Le figure equine di piccola taglia e dalla testa rotonda, presenti nell'arte Champa dei siti di Dong Duong, Khuong My e My Son, hanno fornito la base per l'ipotesi che l'iconografia equina che compare sui rilievi di Angkor sia caratteristica dei cavalli dello Yunnan/Yi; e che questi cavalli potessero essere forniti al mercato di Angkor dai mercanti Champa.

Il tempio in mattoni di Phra That Phnom, risalente al IX-X secolo e situato sull'altopiano di Khorat, nella provincia di Nakhon Ratchasima, in Thailandia, presenta caratteristiche artistiche Cham e motivi del "cavallo volante" influenzati dalla Cina. Ciò ha indotto gli storici dell'arte a ipotizzare che i Cham possano aver introdotto direttamente i cavalli per commerciare in questa regione attraverso una rete di rotte terrestri che collegavano i piccoli stati del sud-est asiatico continentale.
Il commercio di cavalli tra il popolo Cham e i mercanti cinesi attraverso il Golfo del Tonchino si formalizzò durante la dinastia Song, quando il Golfo del Tonchino divenne il "Mediterraneo dell'Asia orientale". Il commercio di cavalli tra Champa e la dinastia Song durò per oltre un secolo, dal 959 al 1068.

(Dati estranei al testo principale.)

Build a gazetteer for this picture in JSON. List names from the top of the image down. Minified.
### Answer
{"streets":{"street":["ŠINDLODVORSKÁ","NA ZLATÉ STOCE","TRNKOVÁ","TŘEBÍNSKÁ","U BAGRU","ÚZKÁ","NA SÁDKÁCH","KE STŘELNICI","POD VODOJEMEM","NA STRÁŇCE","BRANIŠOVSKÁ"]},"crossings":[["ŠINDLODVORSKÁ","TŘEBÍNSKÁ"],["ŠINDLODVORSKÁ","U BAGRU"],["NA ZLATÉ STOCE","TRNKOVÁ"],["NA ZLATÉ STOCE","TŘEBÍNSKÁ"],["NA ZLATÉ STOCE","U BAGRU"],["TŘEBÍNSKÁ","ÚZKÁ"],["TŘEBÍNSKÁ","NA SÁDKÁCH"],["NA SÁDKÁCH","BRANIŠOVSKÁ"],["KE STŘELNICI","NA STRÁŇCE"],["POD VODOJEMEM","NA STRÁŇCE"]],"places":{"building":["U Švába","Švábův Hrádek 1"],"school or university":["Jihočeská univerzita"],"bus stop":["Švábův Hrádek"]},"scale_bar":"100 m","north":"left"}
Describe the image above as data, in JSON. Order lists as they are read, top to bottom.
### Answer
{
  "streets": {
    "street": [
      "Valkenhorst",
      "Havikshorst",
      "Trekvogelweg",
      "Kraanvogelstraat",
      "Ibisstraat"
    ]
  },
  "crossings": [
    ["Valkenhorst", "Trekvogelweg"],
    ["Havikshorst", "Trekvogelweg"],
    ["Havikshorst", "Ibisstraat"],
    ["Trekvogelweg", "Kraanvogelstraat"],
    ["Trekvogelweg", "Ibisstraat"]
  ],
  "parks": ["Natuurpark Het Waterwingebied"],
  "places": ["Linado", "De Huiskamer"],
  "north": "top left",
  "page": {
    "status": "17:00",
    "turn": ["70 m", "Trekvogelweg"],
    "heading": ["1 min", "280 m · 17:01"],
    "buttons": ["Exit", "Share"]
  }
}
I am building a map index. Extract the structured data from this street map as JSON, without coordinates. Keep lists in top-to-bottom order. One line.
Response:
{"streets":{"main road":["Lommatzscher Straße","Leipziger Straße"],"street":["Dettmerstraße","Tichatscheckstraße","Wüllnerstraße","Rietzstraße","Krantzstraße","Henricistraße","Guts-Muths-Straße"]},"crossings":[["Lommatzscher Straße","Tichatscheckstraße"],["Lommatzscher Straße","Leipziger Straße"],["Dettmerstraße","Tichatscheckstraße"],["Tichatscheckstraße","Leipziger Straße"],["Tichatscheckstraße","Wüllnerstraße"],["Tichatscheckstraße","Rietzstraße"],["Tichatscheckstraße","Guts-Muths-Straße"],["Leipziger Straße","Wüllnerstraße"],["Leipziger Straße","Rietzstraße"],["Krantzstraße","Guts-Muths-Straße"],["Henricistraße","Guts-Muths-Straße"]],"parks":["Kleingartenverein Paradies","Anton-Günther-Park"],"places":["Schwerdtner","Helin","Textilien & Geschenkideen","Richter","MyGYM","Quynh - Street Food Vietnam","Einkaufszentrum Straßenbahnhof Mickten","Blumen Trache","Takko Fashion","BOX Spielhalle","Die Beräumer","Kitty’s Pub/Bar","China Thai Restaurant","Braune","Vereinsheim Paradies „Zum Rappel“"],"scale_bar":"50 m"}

Nel complesso, l'immagine del cavallo nell'arte antica di Champa e del Sud-est asiatico suggerisce che il cavallo fosse principalmente un simbolo di potere, nobiltà e religione, piuttosto che uno strumento militare. Allo stesso tempo, grazie alla sua rete commerciale di cavalli, Champa trasmise elementi artistici, tecniche equestri e simbolismo religioso alla cultura Khmer e del Sud-est asiatico.